__REQUIREMENT__. Within the data beneath, some lines may hold the word "primary". Give the number of those lines and nothing else.
╭─ ENTRIES SUPPLIED
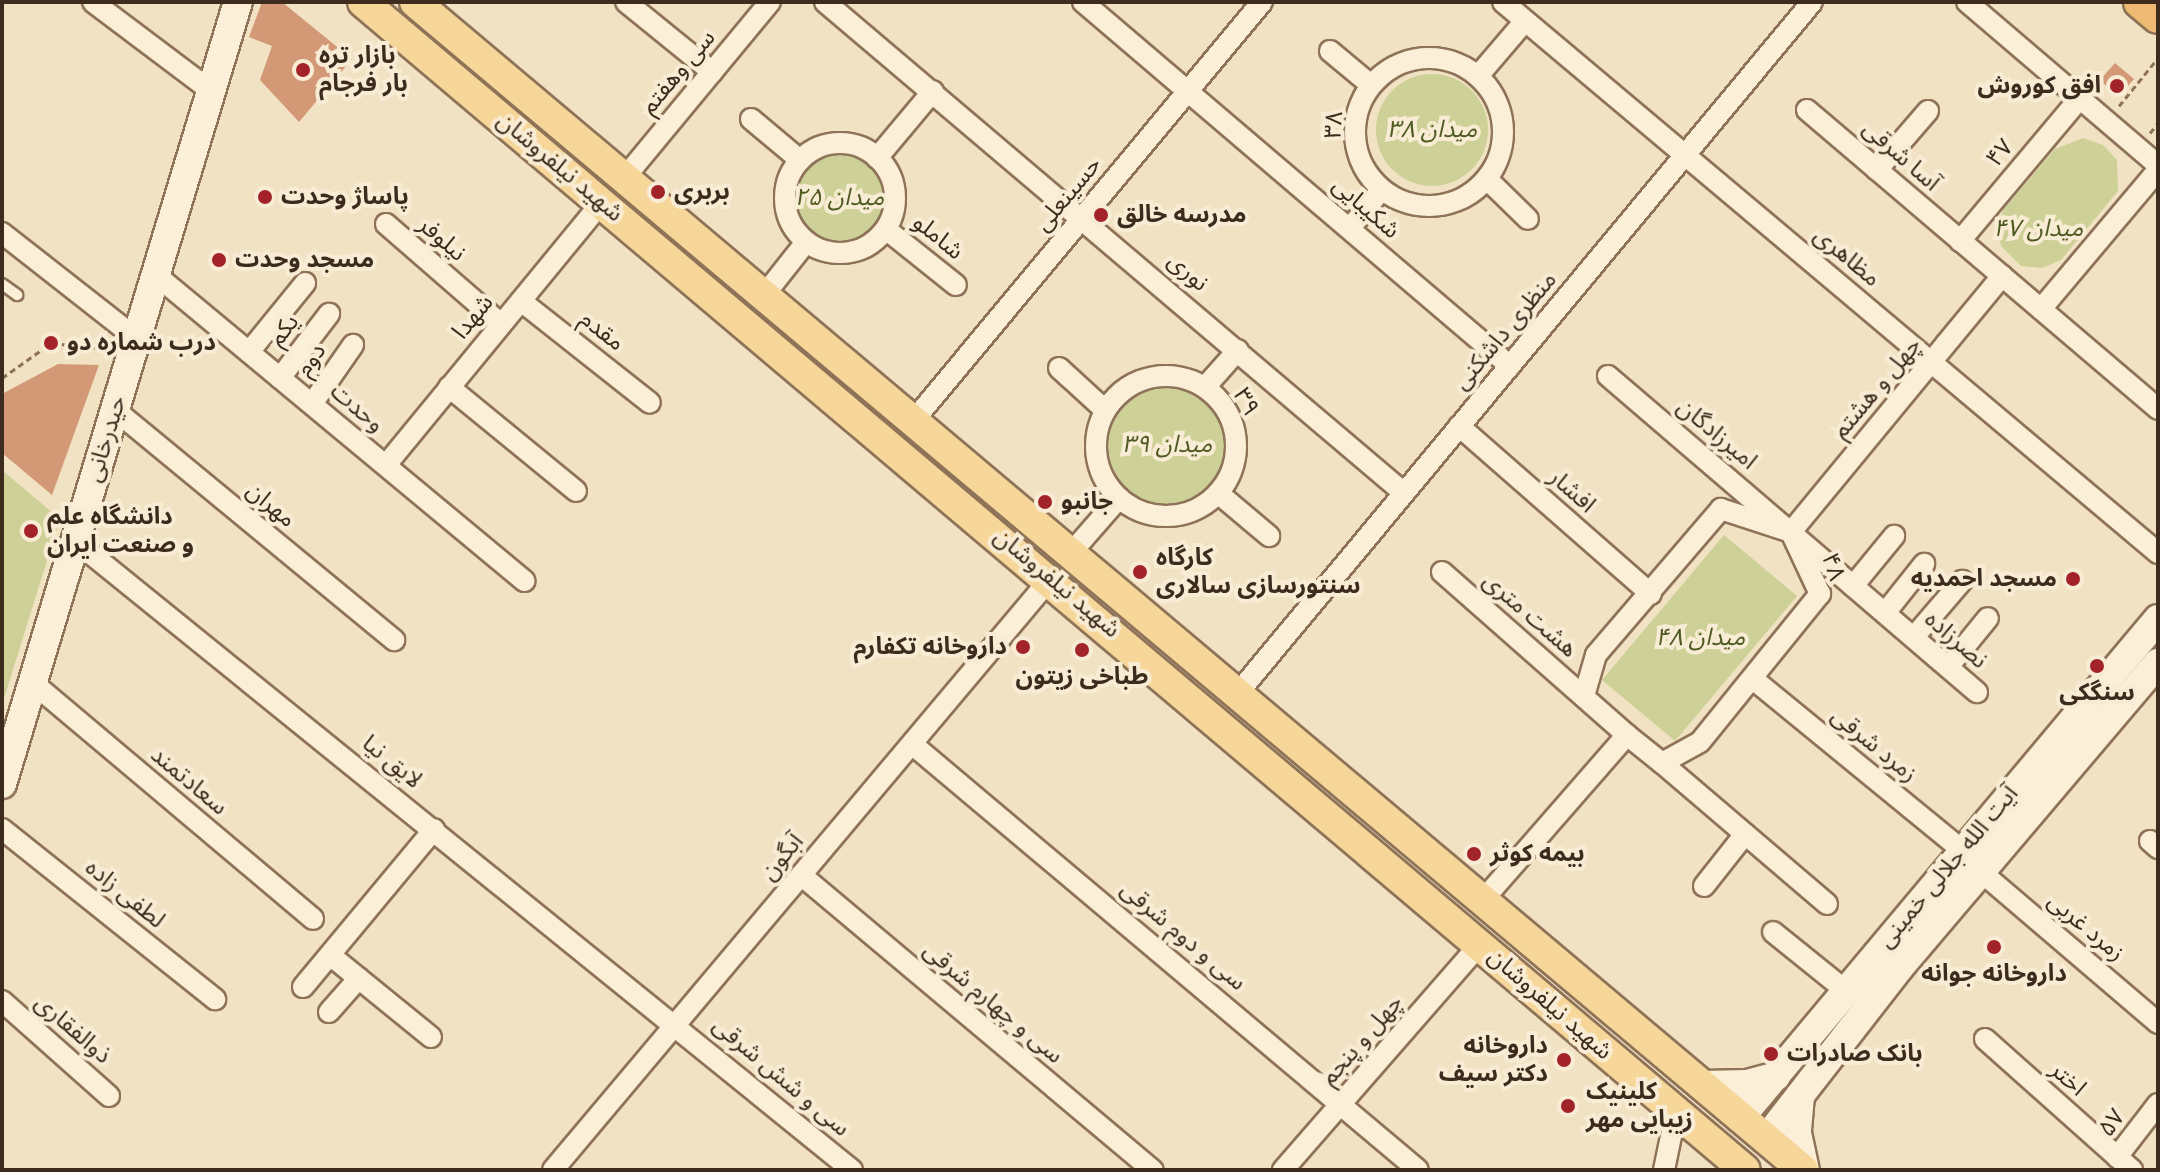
<!DOCTYPE html>
<meta charset="utf-8">
<style>
body{margin:0}
#map{position:relative;width:2160px;height:1172px;overflow:hidden;background:#f2e2c4;font-family:"Roboto Serif","Noto Sans Arabic",serif}
div>[style]{position:absolute}
[style*='--x']{left:calc(var(--x)*1px);top:calc(var(--y)*1px);width:calc(var(--w)*1px);rotate:calc(var(--a)*1deg)}
.green>*{inset:0;background:#cdd197}
.round{border-radius:50%}
.building>*{inset:0;background:#d39977}
.path>*{height:3px;margin-top:-1.5px;transform-origin:0;background:repeating-linear-gradient(90deg,#8e7358 0 6px,transparent 0 10px)}
.roads{filter:drop-shadow(2px 0 #8e7358) drop-shadow(-2px 0 #8e7358) drop-shadow(0 2px #8e7358) drop-shadow(0 -2px #8e7358)}
.service>*{height:10px;margin:-5px;padding:0 5px;transform-origin:5px;border-radius:5px;background:#fbefd8}
.minor>*{height:20px;margin:-10px;padding:0 10px;transform-origin:10px;border-radius:10px;background:#fbefd8}
.minor>.ring{margin:-10px;padding:0;box-sizing:content-box;background:none;border:20px solid #fbefd8;border-radius:50%}
.secondary>*{height:28px;margin:-14px;padding:0 14px;transform-origin:14px;border-radius:14px;background:#fbefd8}
.primary>*{height:30px;margin:-15px;padding:0 15px;transform-origin:15px;border-radius:15px;background:#f7d699}
.trunk>*{height:32px;margin:-16px;padding:0 16px;transform-origin:16px;border-radius:16px;background:#efba74}
.dots>*{width:22px;height:22px;translate:-50% -50%;box-sizing:border-box;border:4px solid #f8ecd4;border-radius:50%}
span{translate:-50% -50%;white-space:nowrap;text-align:center;line-height:1.15;-webkit-text-stroke:8px #f8ecd4;paint-order:stroke}
.poi-label{font-size:24px;color:#3d2c1e;font-weight:700}
.left{translate:0 -50%;text-align:left}
.right{translate:-100% -50%;text-align:right}
.street-label{font-size:24px;color:#3d2c1e}
.park-label{font-size:24px;color:#4f5b23;font-style:italic}
.frame{position:absolute;inset:0;border:4px solid #3d2c1e;pointer-events:none}
</style>
<div id="map">
<div class="green">
<i class="round" style="left:1376px;top:74px;width:112px;height:112px"></i>
<i style="clip-path:polygon(2083px 138px,2103px 145px,2117px 160px,2118px 191px,2061px 260px,2042px 268px,2021px 266px,2001px 246px,1998px 228px,2003px 210px,2055px 149px)"></i>
<i class="round" style="left:795px;top:154px;width:88px;height:88px"></i>
<i style="clip-path:polygon(1179px 377px,1220px 403px,1236px 434px,1218px 493px,1181px 515px,1119px 498px,1097px 433px,1137px 382px)"></i>
<i style="clip-path:polygon(2px 470px,60px 519px,2px 705px)"></i>
<i style="clip-path:polygon(1724px 535px,1797px 596px,1675px 741px,1602px 680px)"></i>
</div>
<div class="building">
<i style="clip-path:polygon(262px 2px,282px 2px,352px 59px,299px 122px,260px 80px,272px 46px,249px 37px)"></i>
<i style="clip-path:polygon(2115px 63px,2134px 79px,2118px 97px,2100px 80px)"></i>
<i style="clip-path:polygon(58px 364px,99px 365px,52px 495px,2px 453px,2px 394px)"></i>
</div>
<div class="path">
<i style="--x:2119;--y:106;--w:62;--a:-50.9"></i>
<i style="--x:2150;--y:133;--w:13;--a:-51"></i>
<i style="--x:2;--y:378;--w:60;--a:-35.5"></i>
<i style="--x:51;--y:343;--w:60;--a:5.7"></i>
</div>
<div class="roads">
<div class="service">
<i style="--x:2;--y:284;--w:19;--a:36"></i>
</div>
<div class="minor">
<i style="--x:93;--y:2;--w:148;--a:37"></i>
<i style="--x:626;--y:2;--w:111;--a:39.1"></i>
<i style="--x:825;--y:2;--w:759;--a:40.3"></i>
<i style="--x:1083;--y:2;--w:561;--a:40.45"></i>
<i style="--x:1503;--y:2;--w:856;--a:40.07"></i>
<i style="--x:1967;--y:2;--w:251;--a:40.5"></i>
<i style="--x:1330;--y:51;--w:53;--a:39.7"></i>
<i class="ring" style="left:1355px;top:58px;width:128px;height:128px"></i>
<i style="--x:1478;--y:76;--w:72;--a:-49.5"></i>
<i style="--x:1807;--y:110;--w:461;--a:40.4"></i>
<i style="--x:751;--y:119;--w:64;--a:39.9"></i>
<i class="ring" style="left:785px;top:143px;width:90px;height:90px"></i>
<i style="--x:877;--y:158;--w:87;--a:-50.1"></i>
<i style="--x:1877;--y:170;--w:78;--a:-49.2"></i>
<i style="--x:626;--y:176;--w:226;--a:-50.4"></i>
<i style="--x:1487;--y:179;--w:57;--a:44.3"></i>
<i style="--x:386;--y:224;--w:152;--a:41"></i>
<i style="--x:1350;--y:228;--w:50;--a:-50.6"></i>
<i style="--x:887;--y:230;--w:88;--a:38.6"></i>
<i style="--x:2;--y:233;--w:170;--a:38.1"></i>
<i style="--x:1960;--y:241;--w:185;--a:-50"></i>
<i style="--x:156;--y:275;--w:479;--a:39.7"></i>
<i style="--x:765;--y:294;--w:66;--a:-51.7"></i>
<i style="--x:521;--y:301;--w:164;--a:38.3"></i>
<i style="--x:2041;--y:309;--w:182;--a:-49.9"></i>
<i style="--x:249;--y:352;--w:89;--a:-50.9"></i>
<i style="--x:1059;--y:368;--w:62;--a:42.4"></i>
<i style="--x:1608;--y:376;--w:486;--a:40.6"></i>
<i class="ring" style="left:1096px;top:376px;width:120px;height:120px"></i>
<i style="--x:280;--y:378;--w:81;--a:-52.6"></i>
<i style="--x:1206;--y:386;--w:48;--a:-48.4"></i>
<i style="--x:449;--y:387;--w:164;--a:39.3"></i>
<i style="--x:312;--y:404;--w:72;--a:-55.2"></i>
<i style="--x:115;--y:410;--w:362;--a:39.5"></i>
<i style="--x:914;--y:420;--w:544;--a:-50.22"></i>
<i style="--x:1459;--y:426;--w:255;--a:41.2"></i>
<i style="--x:386;--y:465;--w:340;--a:-50.6"></i>
<i style="--x:1218;--y:493;--w:67;--a:40.1"></i>
<i style="--x:1791;--y:532;--w:332;--a:-50.5"></i>
<i style="--x:75;--y:541;--w:1000;--a:38.99"></i>
<i style="--x:1071;--y:553;--w:73;--a:-48.9"></i>
<i style="--x:1442;--y:572;--w:247;--a:41.4"></i>
<i style="--x:1627;--y:735;--w:45;--a:38.7"></i>
<i style="--x:1662;--y:763;--w:43;--a:-28.9"></i>
<i style="--x:1700;--y:742;--w:191;--a:-51"></i>
<i style="--x:1820;--y:594;--w:68;--a:-115.1"></i>
<i style="--x:1791;--y:532;--w:74;--a:-161.8"></i>
<i style="--x:1721;--y:509;--w:192;--a:130.6"></i>
<i style="--x:1596;--y:655;--w:43;--a:106.3"></i>
<i style="--x:1853;--y:586;--w:65;--a:-50.6"></i>
<i style="--x:1885;--y:613;--w:63;--a:-51.5"></i>
<i style="--x:1914;--y:637;--w:74;--a:-49.4"></i>
<i style="--x:1948;--y:667;--w:63;--a:-50.8"></i>
<i style="--x:1753;--y:679;--w:270;--a:39.3"></i>
<i style="--x:33;--y:683;--w:366;--a:40.1"></i>
<i style="--x:1238;--y:693;--w:898;--a:-50.28"></i>
<i style="--x:912;--y:744;--w:661;--a:40.09"></i>
<i style="--x:1662;--y:763;--w:217;--a:40.5"></i>
<i style="--x:2;--y:829;--w:273;--a:38.6"></i>
<i style="--x:2150;--y:841;--w:11;--a:41"></i>
<i style="--x:1980;--y:871;--w:234;--a:40.5"></i>
<i style="--x:801;--y:875;--w:459;--a:40"></i>
<i style="--x:1704;--y:886;--w:66;--a:-51.7"></i>
<i style="--x:1483;--y:900;--w:219;--a:-48.9"></i>
<i style="--x:1773;--y:932;--w:92;--a:38.9"></i>
<i style="--x:330;--y:955;--w:130;--a:39.1"></i>
<i style="--x:303;--y:987;--w:205;--a:-50.3"></i>
<i style="--x:2;--y:1001;--w:143;--a:41.6"></i>
<i style="--x:329;--y:1012;--w:45;--a:-48.6"></i>
<i style="--x:1985;--y:1039;--w:197;--a:41.7"></i>
<i style="--x:2117;--y:1157;--w:67;--a:-52.3"></i>
<i style="--x:553;--y:1170;--w:774;--a:-49.93"></i>
<i style="--x:1283;--y:1170;--w:300;--a:-48.9"></i>
<i style="--x:1664;--y:1170;--w:59;--a:-78.3"></i>
</div>
<div class="secondary">
<i style="--x:2;--y:784;--w:817;--a:-73.21"></i>
<i style="--x:1703;--y:1085;--w:44;--a:-1.3"></i>
<i style="--x:1747;--y:1084;--w:30;--a:-15"></i>
<i style="--x:1800;--y:1096;--w:37;--a:95"></i>
<i style="--x:1797;--y:1133;--w:38;--a:78"></i>
<i style="--x:1740;--y:1118;--w:651;--a:-50.05"></i>
<i style="--x:1766;--y:1139;--w:217;--a:-52.1"></i>
<i style="--x:1899;--y:968;--w:400;--a:-49.7"></i>
</div>
<div class="primary">
<i style="--x:363;--y:2;--w:1809;--a:40.2"></i>
<i style="--x:415;--y:2;--w:1814;--a:40.08"></i>
</div>
<div class="trunk">
<i style="--x:2140;--y:2;--w:23;--a:40"></i>
</div>
</div>
<div class="dots">
<i style="left:303px;top:70px;background:#a2232a"></i>
<i style="left:2117px;top:86px;background:#a2232a"></i>
<i style="left:658px;top:192px;background:#a2232a"></i>
<i style="left:265px;top:197px;background:#a2232a"></i>
<i style="left:1101px;top:215px;background:#a2232a"></i>
<i style="left:219px;top:260px;background:#a2232a"></i>
<i style="left:51px;top:343px;background:#a2232a"></i>
<i style="left:1045px;top:502px;background:#a2232a"></i>
<i style="left:31px;top:531px;background:#a2232a"></i>
<i style="left:1140px;top:572px;background:#a2232a"></i>
<i style="left:2073px;top:579px;background:#a2232a"></i>
<i style="left:1023px;top:647px;background:#a2232a"></i>
<i style="left:1082px;top:650px;background:#a2232a"></i>
<i style="left:2097px;top:666px;background:#a2232a"></i>
<i style="left:1474px;top:854px;background:#a2232a"></i>
<i style="left:1994px;top:947px;background:#a2232a"></i>
<i style="left:1771px;top:1054px;background:#a2232a"></i>
<i style="left:1564px;top:1060px;background:#a2232a"></i>
<i style="left:1568px;top:1106px;background:#a2232a"></i>
</div>
<div class="poi-label">
<span class="left" style="left:319px;top:70px">بازار تره<br>بار فرجام</span>
<span class="right" style="left:2101px;top:86px">افق کوروش</span>
<span class="left" style="left:674px;top:192px">بربری</span>
<span class="left" style="left:281px;top:197px">پاساژ وحدت</span>
<span class="left" style="left:1117px;top:215px">مدرسه خالق</span>
<span class="left" style="left:235px;top:260px">مسجد وحدت</span>
<span class="left" style="left:67px;top:343px">درب شماره دو</span>
<span class="left" style="left:1061px;top:502px">جانبو</span>
<span class="left" style="left:47px;top:531px">دانشگاه علم<br>و صنعت ایران</span>
<span class="left" style="left:1156px;top:572px">کارگاه<br>سنتورسازی سالاری</span>
<span class="right" style="left:2057px;top:579px">مسجد احمدیه</span>
<span class="right" style="left:1007px;top:647px">داروخانه تکفارم</span>
<span style="left:1082px;top:677px">طباخی زیتون</span>
<span style="left:2097px;top:693px">سنگکی</span>
<span class="left" style="left:1490px;top:854px">بیمه کوثر</span>
<span style="left:1994px;top:974px">داروخانه جوانه</span>
<span class="right" style="left:1548px;top:1060px">داروخانه<br>دکتر سیف</span>
<span class="left" style="left:1787px;top:1054px">بانک صادرات</span>
<span class="left" style="left:1586px;top:1106px">کلینیک<br>زیبایی مهر</span>
</div>
<div class="street-label">
<span style="left:678px;top:72px;rotate:-50deg">سی وهفتم</span>
<span style="left:1334px;top:125px;rotate:-86deg">۳۸</span>
<span style="left:2000px;top:153px;rotate:-50deg">۴۷</span>
<span style="left:1901px;top:156px;rotate:41deg">آسا شرقی</span>
<span style="left:560px;top:167px;rotate:40deg">شهید نیلفروشان</span>
<span style="left:1068px;top:194px;rotate:-50deg">حسینعلی</span>
<span style="left:1366px;top:208px;rotate:41deg">شکیبایی</span>
<span style="left:938px;top:237px;rotate:39deg">شاملو</span>
<span style="left:442px;top:239px;rotate:41deg">نیلوفر</span>
<span style="left:1847px;top:257px;rotate:40deg">مظاهری</span>
<span style="left:1188px;top:272px;rotate:41deg">نوری</span>
<span style="left:473px;top:317px;rotate:-51deg">شهدا</span>
<span style="left:284px;top:330px;rotate:-52deg">یکم</span>
<span style="left:602px;top:331px;rotate:38deg">مقدم</span>
<span style="left:1505px;top:331px;rotate:-50deg">منظری داشکنی</span>
<span style="left:311px;top:360px;rotate:-56deg">دوم</span>
<span style="left:1877px;top:388px;rotate:-50deg">چهل و هشتم</span>
<span style="left:1246px;top:402px;rotate:61deg">۳۹</span>
<span style="left:357px;top:408px;rotate:40deg">وحدت</span>
<span style="left:1717px;top:434px;rotate:40deg">امیرزادگان</span>
<span style="left:106px;top:439px;rotate:-73deg">حیدرخانی</span>
<span style="left:1572px;top:491px;rotate:41deg">افشار</span>
<span style="left:271px;top:505px;rotate:40deg">مهران</span>
<span style="left:1833px;top:567px;rotate:71deg">۴۸</span>
<span style="left:1057px;top:583px;rotate:40deg">شهید نیلفروشان</span>
<span style="left:1530px;top:615px;rotate:41deg">هشت متری</span>
<span style="left:1956px;top:640px;rotate:41deg">نصرزاده</span>
<span style="left:1874px;top:745px;rotate:39deg">زمرد شرقی</span>
<span style="left:392px;top:762px;rotate:39deg">لایق نیا</span>
<span style="left:189px;top:781px;rotate:40deg">سعادتمند</span>
<span style="left:782px;top:857px;rotate:-50deg">آبگون</span>
<span style="left:1948px;top:867px;rotate:-50deg">آيت الله جلالى خمينى</span>
<span style="left:125px;top:894px;rotate:39deg">لطفی زاده</span>
<span style="left:2086px;top:927px;rotate:40deg">زمرد غربی</span>
<span style="left:1183px;top:936px;rotate:40deg">سی و دوم شرقی</span>
<span style="left:993px;top:1003px;rotate:40deg">سی و چهارم شرقی</span>
<span style="left:1550px;top:1004px;rotate:41deg">شهید نیلفروشان</span>
<span style="left:73px;top:1029px;rotate:41deg">ذوالفقاری</span>
<span style="left:1362px;top:1040px;rotate:-49deg">چهل و پنجم</span>
<span style="left:781px;top:1077px;rotate:40deg">سی و شش شرقی</span>
<span style="left:2068px;top:1079px;rotate:42deg">اختر</span>
<span style="left:2112px;top:1123px;rotate:-54deg">۵۷</span>
</div>
<div class="park-label">
<span style="left:1432px;top:130px">میدان ۳۸</span>
<span style="left:839px;top:198px">میدان ۲۵</span>
<span style="left:2038px;top:229px">میدان ۴۷</span>
<span style="left:1167px;top:445px">میدان ۳۹</span>
<span style="left:1700px;top:638px">میدان ۴۸</span>
</div>
<div class="frame"></div>
</div>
╰─
__FINISHED EXERCISE__. 2